Goal of the exercise: Report back every line in the data that includes the string "function".

Material for the task:
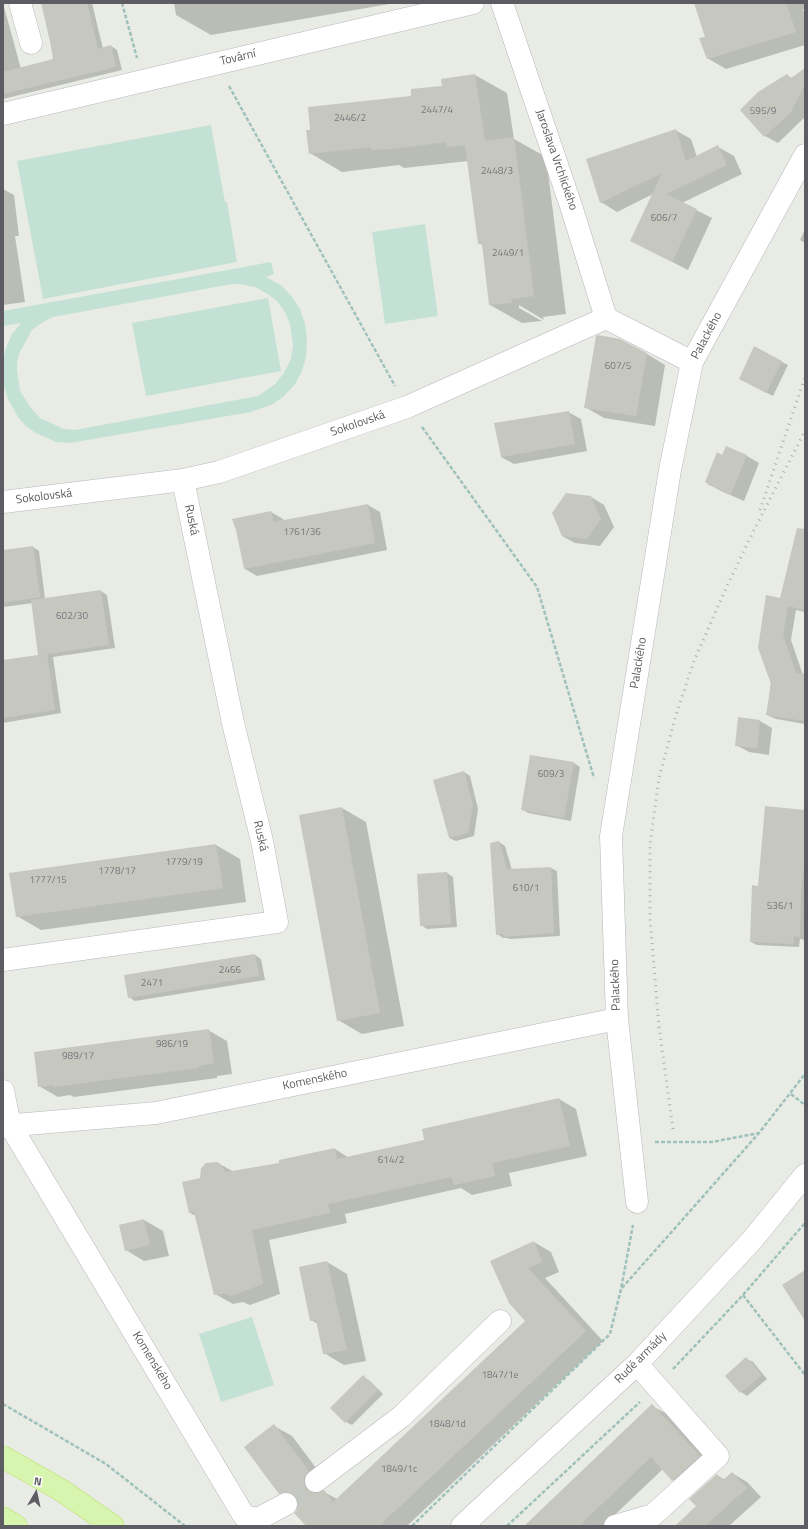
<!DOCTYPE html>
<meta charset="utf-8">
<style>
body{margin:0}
#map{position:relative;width:808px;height:1529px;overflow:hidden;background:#e9ece4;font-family:"Titillium Web",sans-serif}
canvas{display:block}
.frame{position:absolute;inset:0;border:4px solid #5d5c62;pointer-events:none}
.north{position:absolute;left:16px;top:1473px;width:40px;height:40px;-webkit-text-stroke:3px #fff;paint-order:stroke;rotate:9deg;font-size:11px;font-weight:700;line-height:16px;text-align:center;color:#5d5c62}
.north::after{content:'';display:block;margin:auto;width:14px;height:18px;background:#5d5c62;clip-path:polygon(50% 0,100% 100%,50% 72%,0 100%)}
</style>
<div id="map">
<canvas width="808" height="1529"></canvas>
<div class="frame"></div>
<div class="north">N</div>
</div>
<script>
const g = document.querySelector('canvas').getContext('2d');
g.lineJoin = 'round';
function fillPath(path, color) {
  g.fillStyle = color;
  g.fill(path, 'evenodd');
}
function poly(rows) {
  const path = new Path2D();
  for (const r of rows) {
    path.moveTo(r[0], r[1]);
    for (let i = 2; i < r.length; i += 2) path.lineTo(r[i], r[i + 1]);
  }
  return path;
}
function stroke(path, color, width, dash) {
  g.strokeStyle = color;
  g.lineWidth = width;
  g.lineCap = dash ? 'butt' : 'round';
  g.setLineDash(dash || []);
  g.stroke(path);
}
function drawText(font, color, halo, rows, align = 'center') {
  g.font = font + ' "Titillium Web",sans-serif';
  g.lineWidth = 3.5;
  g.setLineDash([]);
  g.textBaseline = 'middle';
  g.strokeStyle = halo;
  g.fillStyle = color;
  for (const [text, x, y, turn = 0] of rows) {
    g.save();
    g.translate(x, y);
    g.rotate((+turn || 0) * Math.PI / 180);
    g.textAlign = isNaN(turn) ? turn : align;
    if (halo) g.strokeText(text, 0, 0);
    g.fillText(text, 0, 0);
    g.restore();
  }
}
fillPath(poly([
 [211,125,225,202,227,202,237,262,43,299,17,161],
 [425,224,438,316,385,324,372,232],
 [271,262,274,274,266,277,282,286,292,297,300,309,305,324,307,338,306,357,302,371,295,384,284,396,273,404,251,412,70,443,56,442,36,433,26,426,18,417,8,399,3,383,3,361,6,348,12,334,21,323,3,326,3,311],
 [232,284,240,284,255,287,266,293,277,301,285,312,290,324,293,346,291,359,284,373,275,384,258,396,75,430,64,429,40,418,31,408,20,391,17,370,17,363,19,354,32,330,43,322,53,317],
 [268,298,281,371,146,396,132,323],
 [252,1317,274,1385,221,1402,199,1334]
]), '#c3e1d4');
fillPath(poly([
 [3,3,21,69,54,60,42,3,92,3,103,49,111,46,117,50,122,70,3,99],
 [174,3,395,3,211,35,176,15],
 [695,3,805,3,805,9,803,9,805,15,805,45,726,69,707,58,706,37],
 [805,69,805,117,778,143,765,136,787,76,793,79],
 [475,75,507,93,514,139,546,157,566,314,543,317,544,320,519,305,519,308,542,321,522,323,490,305,483,246,479,243,468,161,404,168,399,165,342,172,310,153,412,97,443,87],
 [675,130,691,139,697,157,718,147,734,156,742,174,682,203,712,218,688,270,631,241,653,194,617,212,601,202,587,160],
 [3,189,14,195,19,236,15,236,25,302,3,305],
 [805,229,805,243,800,240],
 [755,348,788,365,773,396,746,382],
 [647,354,665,365,655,426,604,418,585,407],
 [568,412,581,419,587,451,514,464,501,457],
 [723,456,747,456,759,463,744,501,721,491,708,484],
 [591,497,604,505,614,527,600,546,575,543,562,536],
 [368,505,380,512,387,550,257,576,245,569,271,512,283,519,284,522],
 [33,547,39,551,45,599,101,591,107,595,115,648,53,657,61,713,3,723,3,661,39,656,33,603,3,607,3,551],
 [805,552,805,612,796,610,791,640,803,675,805,675,805,724,776,719,767,715,781,599],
 [760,721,772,728,769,755,749,752,736,745],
 [574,763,580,767,571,821,528,813,522,809],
 [464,772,470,776,478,809,474,836,456,841,449,838],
 [342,808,366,822,404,1026,362,1034,338,1020],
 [805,811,805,940,800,939,799,947,757,945,751,942],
 [499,842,505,846,512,870,551,868,557,871,560,936,510,939,507,938,503,938,497,934],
 [216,845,240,859,246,902,41,930,17,916,11,874],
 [447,873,453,877,457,927,427,929,421,925,418,875],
 [255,955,261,959,265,980,135,1001,129,997,125,976],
 [208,1030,227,1041,232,1074,217,1076,217,1078,74,1097,70,1095,58,1097,39,1086],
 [559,1099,576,1109,587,1156,509,1173,512,1186,472,1195,461,1188,345,1214,347,1223,269,1240,280,1294,250,1305,243,1302,233,1304,215,1294,196,1216,190,1213,183,1183,201,1179,218,1163,234,1172,281,1164,335,1149,349,1158,425,1140],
 [144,1220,163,1231,169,1256,144,1261,126,1250,120,1226],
 [534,1242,551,1252,559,1272,545,1278,603,1341,407,1526,307,1526,298,1511,299,1503,280,1493,274,1426,292,1436,326,1481,322,1487,321,1493,324,1492,337,1499,527,1321,491,1261],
 [327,1262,347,1274,366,1361,344,1365,324,1353,318,1324,311,1320],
 [747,1359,753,1362,767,1379,747,1396,741,1392],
 [363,1377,369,1380,383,1394,352,1425,346,1422],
 [652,1406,667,1414,714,1465,688,1489,673,1480,663,1469,603,1526,526,1526],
 [732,1473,747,1482,761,1497,729,1526,676,1526,697,1506,717,1475,725,1480]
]), '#0003');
fillPath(poly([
 [41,3,87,3,98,49,111,45,116,67,3,94,3,72,53,59,50,41],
 [694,3,786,3,796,32,707,59,699,38,705,37],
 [805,68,805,84,791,112,764,137,740,110,758,92,787,74,791,78],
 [475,74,485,141,514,137,534,296,511,299,512,303,489,305,482,244,478,244,465,145,447,147,446,142,392,149,371,150,371,147,309,154,306,130,310,130,308,107,411,96,411,89,442,86,441,79],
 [676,129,686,161,718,145,727,165,666,194,697,209,672,262,630,241,662,173,600,203,586,159],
 [598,335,620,339,647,353,636,416,584,408,596,336],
 [754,346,782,361,766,393,739,379],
 [569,411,575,444,501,457,494,423],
 [726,446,747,455,731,494,707,484,707,483,705,482,717,452,722,455],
 [566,493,591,496,601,519,587,539,562,536,552,513],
 [368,504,375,543,244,569,236,530,232,519,271,511,274,522],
 [797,528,805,529,805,610,788,606,783,635,796,673,805,674,805,721,766,715,771,684,758,648,766,595,780,598],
 [33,546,40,597,3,603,3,550],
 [101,590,109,645,47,654,55,710,3,718,3,660,38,655,31,600],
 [738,717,760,720,757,748,735,746],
 [530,755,574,762,564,818,521,810],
 [464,771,473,805,468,833,449,838,433,780],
 [765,806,805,810,805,858,801,891,800,937,794,936,794,944,750,942,752,885,758,886],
 [342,807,380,1013,337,1021,299,815],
 [499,841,507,869,551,867,554,933,503,937,503,934,496,935,490,843],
 [216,844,223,888,16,917,9,873],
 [447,872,451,924,420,926,417,874],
 [255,954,259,976,128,998,124,975],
 [209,1029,214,1063,199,1066,199,1068,121,1078,54,1087,53,1085,38,1087,34,1052],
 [559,1098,570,1146,492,1163,495,1176,454,1185,451,1177,328,1204,330,1213,252,1230,263,1284,231,1296,225,1293,214,1295,194,1212,189,1213,182,1182,200,1178,201,1168,206,1163,218,1162,226,1172,279,1163,279,1160,335,1148,337,1159,424,1140,422,1129],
 [144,1219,150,1245,125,1251,119,1225],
 [534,1241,542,1262,528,1268,586,1331,379,1526,306,1526,294,1513,297,1510,298,1505,297,1498,292,1493,287,1492,279,1494,244,1447,274,1424,309,1471,304,1477,304,1483,306,1489,311,1492,317,1493,324,1490,333,1502,525,1321,509,1303,490,1261],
 [327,1261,347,1350,323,1354,316,1320,310,1321,299,1267],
 [805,1270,805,1321,782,1285],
 [746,1357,762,1375,740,1393,725,1376],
 [363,1375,378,1390,345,1423,330,1408],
 [652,1404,700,1456,672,1481,651,1457,579,1526,524,1526],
 [732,1472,747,1488,705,1526,675,1526,696,1506,689,1499,717,1474,723,1480]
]), '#c6c8c0');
stroke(poly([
 [286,1504,316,1481]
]), '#c6c8c4', 22, [22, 11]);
const street = poly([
 [20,3,31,43],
 [502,3,572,209,606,318],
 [3,114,473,3],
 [3,502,183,480,219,472,407,407,606,318,692,362],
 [3,960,277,922,262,841,233,723,183,480],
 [3,1091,10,1125,244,1516,258,1519,286,1504],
 [3,1126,156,1113,617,1019],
 [637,1202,617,1019,611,836,670,470,692,362,805,155],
 [316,1481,402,1416,500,1321],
 [615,1526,653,1515,718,1456,637,1364]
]);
const secondary = poly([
 [462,1526,637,1364,753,1239,805,1175]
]);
const primary = poly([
 [3,1457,61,1490,113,1526],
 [3,1518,16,1526]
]);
stroke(street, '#b7b6bc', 23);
stroke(secondary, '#b8b7be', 23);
stroke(primary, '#bcdf6a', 23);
stroke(poly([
 [122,3,137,58],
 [229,86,395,386],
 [422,427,537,587,594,778],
 [791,1094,805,1105],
 [655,1142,712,1142,759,1133],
 [622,1288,759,1133,805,1074],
 [743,1295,805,1375],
 [673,1369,743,1295,805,1223],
 [3,1404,106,1464,185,1526],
 [412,1526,610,1334,621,1289,633,1225],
 [507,1526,640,1402]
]), '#9ec1bc', 2.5, [4, 2]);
stroke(street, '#fff', 22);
stroke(secondary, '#fff', 22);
stroke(primary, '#d8f5b0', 22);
stroke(poly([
 [760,510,805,377],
 [673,1129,659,1027,650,919,650,844,659,778,675,718,694,661,727,586,752,534,805,431]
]), '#afafb0', 3, [1, 5]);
drawText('10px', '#77777a', null, [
 ["2447/4",437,111],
 ["595/9",763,112],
 ["2446/2",350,119],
 ["2448/3",497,172],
 ["606/7",664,219],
 ["2449/1",508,254],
 ["607/5",618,367],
 ["1761/36",302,533],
 ["602/30",72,617],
 ["609/3",551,775],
 ["1779/19",184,863],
 ["1778/17",117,872],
 ["1777/15",48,881],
 ["610/1",526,889],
 ["536/1",780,907],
 ["2466",230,971],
 ["2471",152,984],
 ["986/19",172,1045],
 ["989/17",78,1057],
 ["614/2",391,1161],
 ["1847/1e",500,1376],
 ["1848/1d",447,1425],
 ["1849/1c",399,1470]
]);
drawText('12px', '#5d5c62', '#fff', [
 ["Tovární",238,58,-13],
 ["Jaroslava Vrchlického",556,160,71],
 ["Palackého",707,336,-62],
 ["Sokolovská",358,424,-19],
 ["Sokolovská",44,497,-7],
 ["Ruská",191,520,78],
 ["Palackého",639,663,-81],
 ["Ruská",260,836,77],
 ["Palackého",616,985,-92],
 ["Komenského",315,1080,-12],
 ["Rudé armády",641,1358,-45],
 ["Komenského",152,1361,59]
]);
</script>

Solved exercise:
function fillPath(path, color) {
function poly(rows) {
function stroke(path, color, width, dash) {
function drawText(font, color, halo, rows, align = 'center') {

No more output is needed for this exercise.